• _Problem statement_
Your job with the data below: print everything from the line that holds "ctx.lineJoin = 'round';" down to the line that holds "function trace(path, color, width, dash)", ends included, exactly, and nothing else.

━━━━━━━━━━

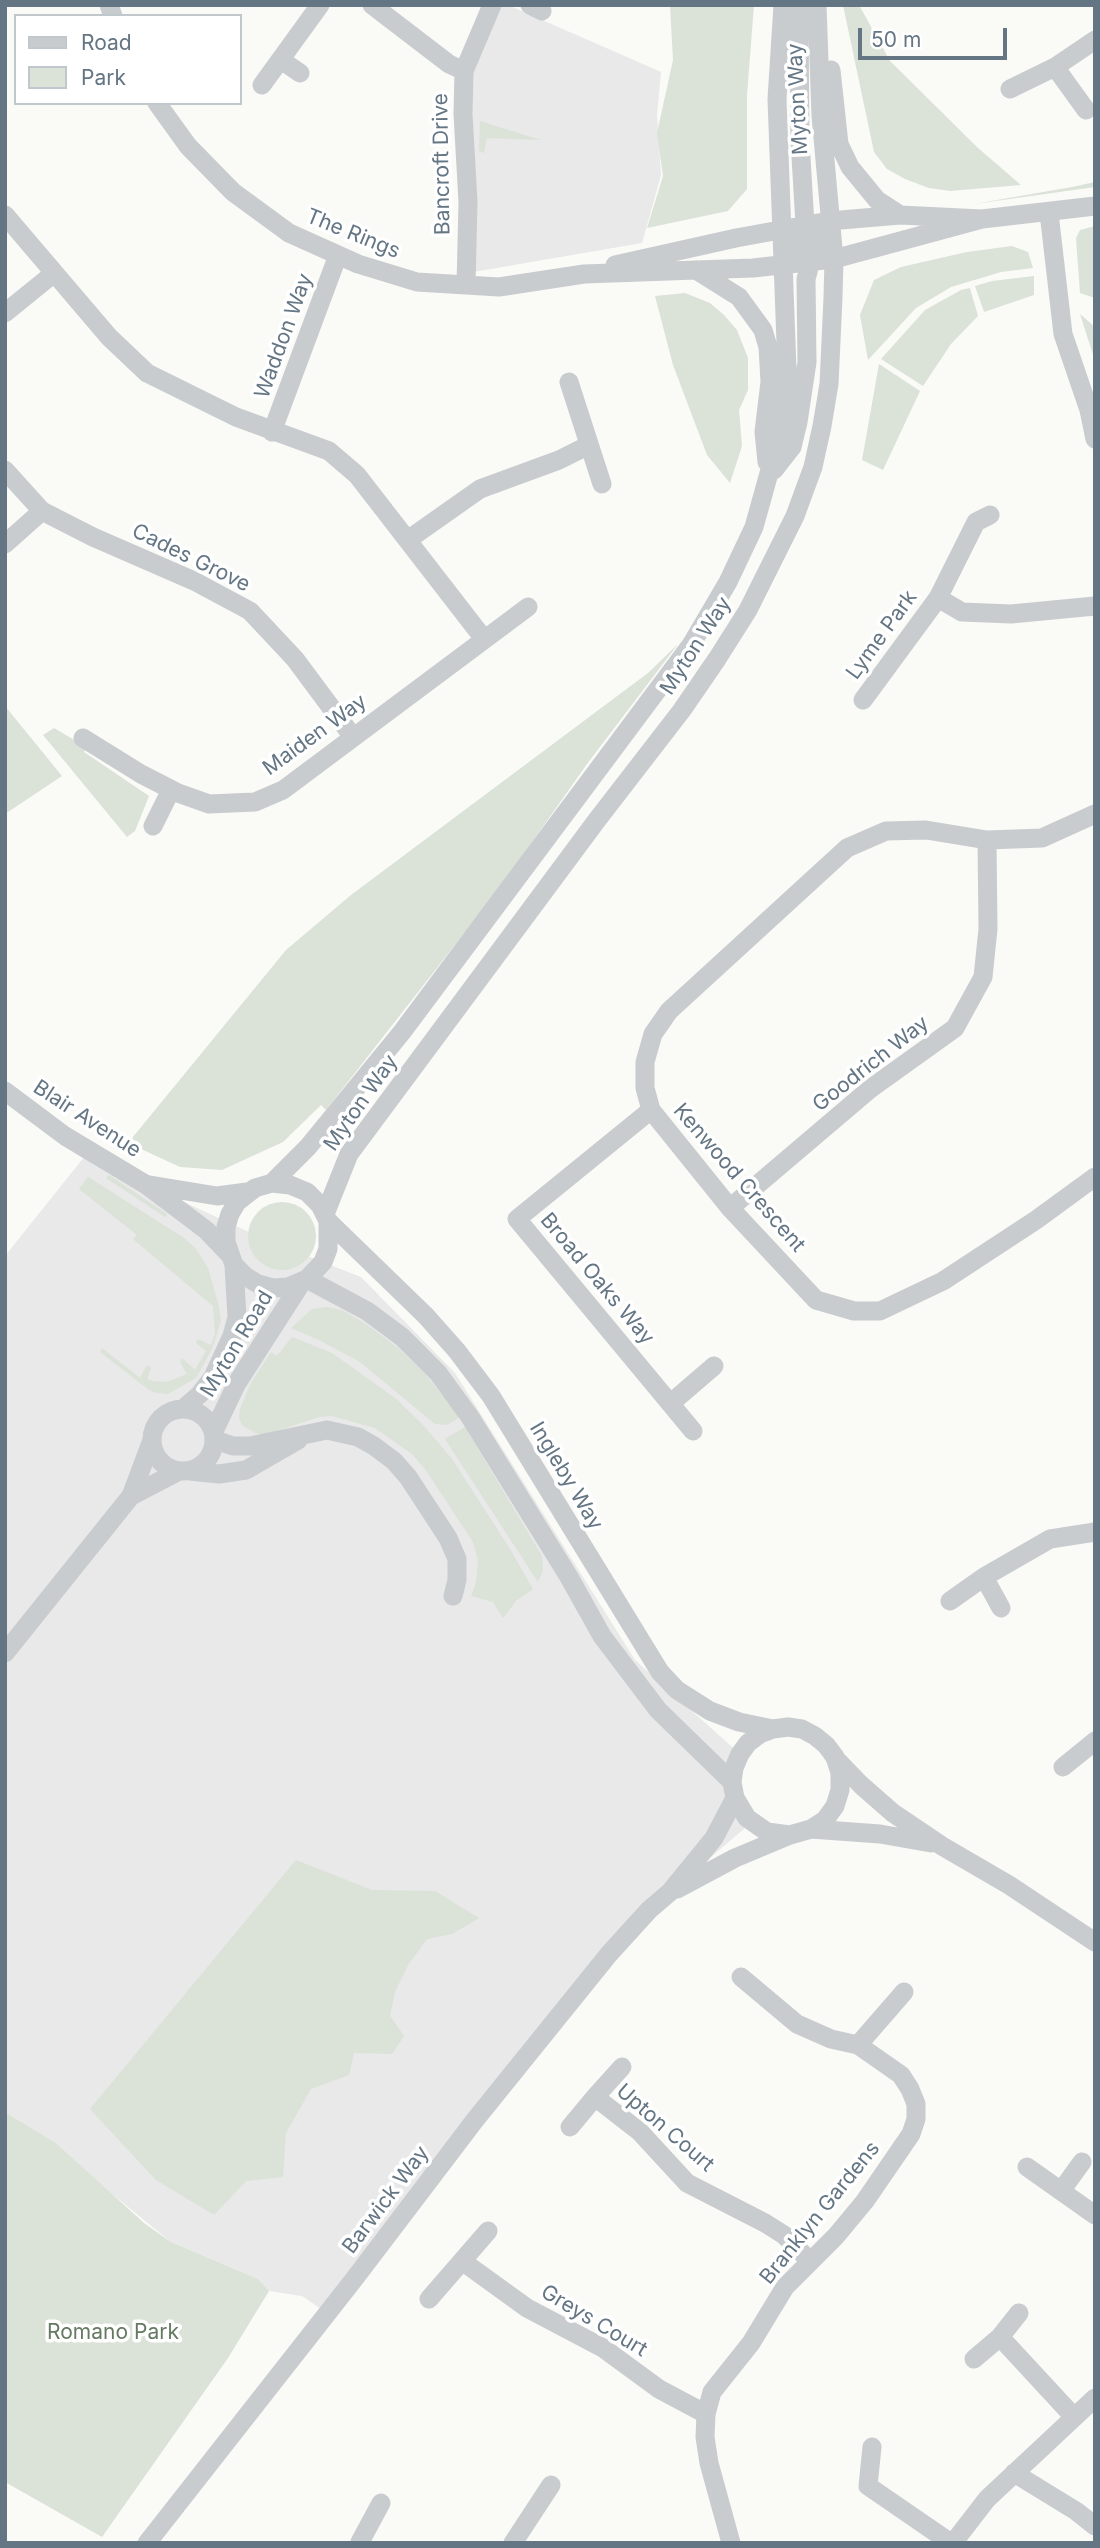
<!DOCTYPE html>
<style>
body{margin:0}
#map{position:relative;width:1100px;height:2548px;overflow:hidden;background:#fafaf7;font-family:Inter,sans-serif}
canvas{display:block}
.frame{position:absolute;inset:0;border:7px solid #647583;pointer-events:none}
.legend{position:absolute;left:14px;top:14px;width:228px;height:91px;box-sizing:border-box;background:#fff;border:2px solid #c1c8cd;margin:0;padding:9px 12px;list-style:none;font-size:21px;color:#647583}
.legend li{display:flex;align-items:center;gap:14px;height:35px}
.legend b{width:35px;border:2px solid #c1c8cd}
.scale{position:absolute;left:858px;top:28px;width:149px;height:32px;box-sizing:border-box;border:4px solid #647583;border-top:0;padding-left:9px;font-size:21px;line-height:24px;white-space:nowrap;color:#647583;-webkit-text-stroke:5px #fff;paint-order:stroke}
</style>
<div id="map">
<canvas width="1100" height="2548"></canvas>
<div class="frame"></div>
<ul class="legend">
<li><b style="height:9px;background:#c8cccf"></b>Road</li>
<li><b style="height:19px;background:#dbe2d8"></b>Park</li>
</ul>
<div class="scale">50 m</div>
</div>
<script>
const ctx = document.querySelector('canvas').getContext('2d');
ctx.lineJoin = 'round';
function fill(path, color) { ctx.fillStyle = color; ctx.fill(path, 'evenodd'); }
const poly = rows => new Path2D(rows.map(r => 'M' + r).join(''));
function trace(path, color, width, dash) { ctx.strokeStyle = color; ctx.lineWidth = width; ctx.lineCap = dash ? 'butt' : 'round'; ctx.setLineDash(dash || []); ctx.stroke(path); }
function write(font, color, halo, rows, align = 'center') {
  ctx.font = font + ' Inter,sans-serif'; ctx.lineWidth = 7; ctx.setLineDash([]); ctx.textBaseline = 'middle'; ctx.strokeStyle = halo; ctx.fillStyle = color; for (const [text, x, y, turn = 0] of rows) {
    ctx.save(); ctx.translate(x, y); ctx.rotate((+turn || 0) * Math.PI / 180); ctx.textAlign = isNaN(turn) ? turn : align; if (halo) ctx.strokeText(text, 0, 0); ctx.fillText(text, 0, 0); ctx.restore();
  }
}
const built = poly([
 [501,5,508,5,661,72,657,115,661,175,642,243,473,272,472,68],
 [89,1151,145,1184,264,1239,361,1277,455,1373,635,1660,740,1754,734,1768,752,1822,649,1910,327,2313,302,2296,269,2291,258,2279,171,2242,106,2189,56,2143,5,2112,5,1256]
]);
const green = poly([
 [670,5,754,5,747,95,747,189,728,211,647,228,663,176,657,133,673,60],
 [843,5,859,5,890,61,978,148,1021,185,950,191,929,188,905,179,887,169,874,152],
 [480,121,541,140,487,138,484,153,479,151],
 [1095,182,1095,187,974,204,1072,187],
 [1095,226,1095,298,1080,293,1076,238,1080,230],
 [1012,246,1028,252,1033,268,1001,272,951,287,916,308,868,360,860,315,874,280,901,267,967,252],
 [1034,276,1034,295,984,312,975,286,992,281],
 [970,288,978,316,951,344,923,386,881,359,925,310,961,290],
 [685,293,710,303,724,315,737,330,748,358,748,390,739,410,742,446,730,483,707,455,673,365,655,296],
 [1080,314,1095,327,1095,361],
 [879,364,920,391,883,470,862,460],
 [678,644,587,764,504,882,326,1110,321,1105,283,1142,222,1170,180,1167,128,1143,286,950,351,895,648,673],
 [5,706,62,776,5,814],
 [54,728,86,747,84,752,149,796,135,831,127,837,43,735],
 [109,1175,167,1214,165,1217,106,1178],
 [88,1177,184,1238,196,1249,208,1268,219,1307,221,1320,217,1334,212,1349,196,1378,168,1394,157,1393,149,1390,100,1352,102,1348,140,1378,147,1365,151,1368,147,1379,153,1381,167,1382,187,1374,180,1362,182,1358,195,1370,206,1351,196,1343,198,1339,211,1345,215,1334,213,1306,133,1239,137,1235,79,1189],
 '248 1236a34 34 0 1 1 68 0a34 34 0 1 1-68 0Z',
 [326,1307,342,1310,366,1324,398,1348,425,1374,460,1417,447,1425,435,1424,360,1362,319,1340,291,1328,312,1309],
 [292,1337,332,1353,395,1398,424,1426,452,1459,510,1549,533,1589,516,1601,503,1618,493,1602,471,1596,476,1582,478,1560,473,1542,425,1469,412,1454,375,1428,332,1416,319,1417,265,1435,255,1433,242,1425,239,1418,240,1409,251,1383,271,1352,277,1356],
 [465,1427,542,1556,543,1571,538,1582,445,1439],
 [296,1860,372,1890,435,1891,479,1918,452,1934,427,1939,408,1965,395,1992,390,2016,404,2036,392,2054,354,2053,349,2075,311,2089,286,2133,283,2177,246,2181,214,2215,156,2180,90,2109],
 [5,2112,56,2143,144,2223,171,2242,258,2279,269,2291,228,2358,102,2537,5,2482]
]);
const minor = poly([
 [109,5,113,16],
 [372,5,449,64,464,71],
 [530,5,542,11],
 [281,60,300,73],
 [1055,67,1086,110],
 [831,70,839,144,850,167,877,200,900,215],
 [262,85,320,5],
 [1010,89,1055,67,1095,40],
 [157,103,188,146,233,192,289,233,358,264,417,282,499,287,584,274,753,268,834,259,982,219],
 [1049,213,1063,334,1089,410,1095,439],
 [5,215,109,337,147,373,236,417,329,451,357,475,484,639],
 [615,265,736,238,829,221,900,215,982,219,1095,206],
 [781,265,796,246,805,225,800,140,799,16,802,5],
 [696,270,739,297,763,330,768,347,770,382,764,432,767,462],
 [466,285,468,202,463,114,464,71,492,5],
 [5,313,53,274],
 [569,382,602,484],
 [272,432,338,255],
 [5,470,42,511,93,537,194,581,250,611,295,659,353,737],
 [774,470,792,447,798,422,807,362,806,279,816,242,829,221],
 [409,539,480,489,559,460,589,445],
 [5,544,42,511],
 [938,598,962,612,1011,614,1095,606],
 [863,700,938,598,976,522,990,515],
 [83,738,141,774,178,793,209,804,255,802,283,790,528,607],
 [1095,814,1042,838,987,840,926,830,886,831,847,848,669,1011,653,1034,645,1062,645,1088,651,1110,730,1208,816,1300,854,1311,880,1311,943,1281,1036,1220,1095,1177],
 [153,826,171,790],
 [5,1091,65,1136,145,1184,206,1230,229,1254],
 [651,1110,517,1219,693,1431],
 [272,1183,308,1147,402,1032,691,645,728,582,754,527,776,448,787,370,777,99,783,5],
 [150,1185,217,1196,247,1192],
 [730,1208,870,1089,955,1028,983,977,988,929,987,840],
 [325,1214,349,1154,597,820,682,710,717,659,748,610,795,516,813,467,822,426,829,384,833,298,834,259,821,116,817,5],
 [328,1221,426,1316,457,1351,491,1396,660,1672,677,1690,710,1711,739,1722,773,1729],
 [307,1279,367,1311,402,1337,438,1373,470,1417,569,1577,602,1636,658,1710,732,1782],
 [671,1403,714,1366],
 '152 1440a31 31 0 1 1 62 0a31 31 0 1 1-62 0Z',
 [183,1409,200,1394,213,1377,232,1336,237,1317,234,1265,226,1242,226,1227,230,1214,237,1202,255,1188,272,1183,290,1185,307,1192,320,1205,328,1221,328,1249,323,1262,307,1279,288,1287,273,1288,258,1284,245,1276,234,1265],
 [214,1431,237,1383,302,1282],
 [215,1440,233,1446,250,1446,327,1430,358,1437,374,1446,394,1461,408,1477,448,1538,457,1559,457,1580,453,1596],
 [190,1471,219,1474,246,1470,298,1440],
 [131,1496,179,1471],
 [984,1577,1001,1608],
 [950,1601,984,1577,1050,1539,1095,1532],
 [5,1653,131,1496,152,1440],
 [835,1758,861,1785,893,1813,942,1846,1009,1885,1095,1942],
 [1063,1767,1095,1741],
 [811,1829,880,1834,931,1843],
 [677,1889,735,1858,790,1835,811,1829,825,1820,835,1806,840,1790,840,1773,835,1757,826,1745,815,1736,802,1729,788,1727,773,1729,760,1734,748,1743,740,1754,734,1768,732,1782,735,1798,747,1818,767,1832,790,1835],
 [741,1977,797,2024,831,2039,858,2045],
 [595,2097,622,2067],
 [570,2127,595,2097,640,2132,687,2183,765,2223,784,2235,810,2261],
 [1027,2167,1095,2215],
 [1061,2191,1082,2162],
 [462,2261,488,2231],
 [429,2299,462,2261,527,2308,603,2348,659,2389,706,2414],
 [1000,2337,1074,2417],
 [974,2359,1000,2337,1019,2313],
 [872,2447,868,2486,951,2543],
 [1014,2473,1076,2511,1095,2526],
 [360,2542,381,2503],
 [147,2543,355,2278,475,2120,609,1954,649,1910,670,1892,714,1838,735,1798],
 [513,2543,551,2485],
 [731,2543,709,2463,705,2437,706,2414,712,2392,751,2343,785,2287,836,2236,865,2201,911,2134,916,2119,916,2104,910,2089,901,2075,858,2045,904,1992],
 [953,2543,987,2499,1095,2398]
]);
const streetNames = [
 ["Myton Way",798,99,-93],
 ["Bancroft Drive",442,164,-91],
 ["The Rings",353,234,22],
 ["Waddon Way",284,336,-70],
 ["Cades Grove",191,558,26],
 ["Lyme Park",882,635,-54],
 ["Myton Way",696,646,-57],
 ["Maiden Way",315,735,-36],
 ["Goodrich Way",871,1064,-38],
 ["Myton Way",361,1103,-55],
 ["Blair Avenue",87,1119,33],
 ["Kenwood Crescent",739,1178,49],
 ["Broad Oaks Way",597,1279,50],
 ["Myton Road",237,1344,-59],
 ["Ingleby Way",566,1476,59],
 ["Upton Court",665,2128,41],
 ["Barwick Way",386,2200,-53],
 ["Branklyn Gardens",820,2213,-51],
 ["Greys Court",594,2321,31]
];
const parkNames = [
 ["Romano Park",113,2333]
];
fill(built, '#e8e9e8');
fill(green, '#dbe2d8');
trace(minor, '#c8cccf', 19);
write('21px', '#647583', '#fff', streetNames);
write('21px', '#667a63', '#fff', parkNames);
</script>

━━━━━━━━━━

• _Output of the task_
ctx.lineJoin = 'round';
function fill(path, color) { ctx.fillStyle = color; ctx.fill(path, 'evenodd'); }
const poly = rows => new Path2D(rows.map(r => 'M' + r).join(''));
function trace(path, color, width, dash) { ctx.strokeStyle = color; ctx.lineWidth = width; ctx.lineCap = dash ? 'butt' : 'round'; ctx.setLineDash(dash || []); ctx.stroke(path); }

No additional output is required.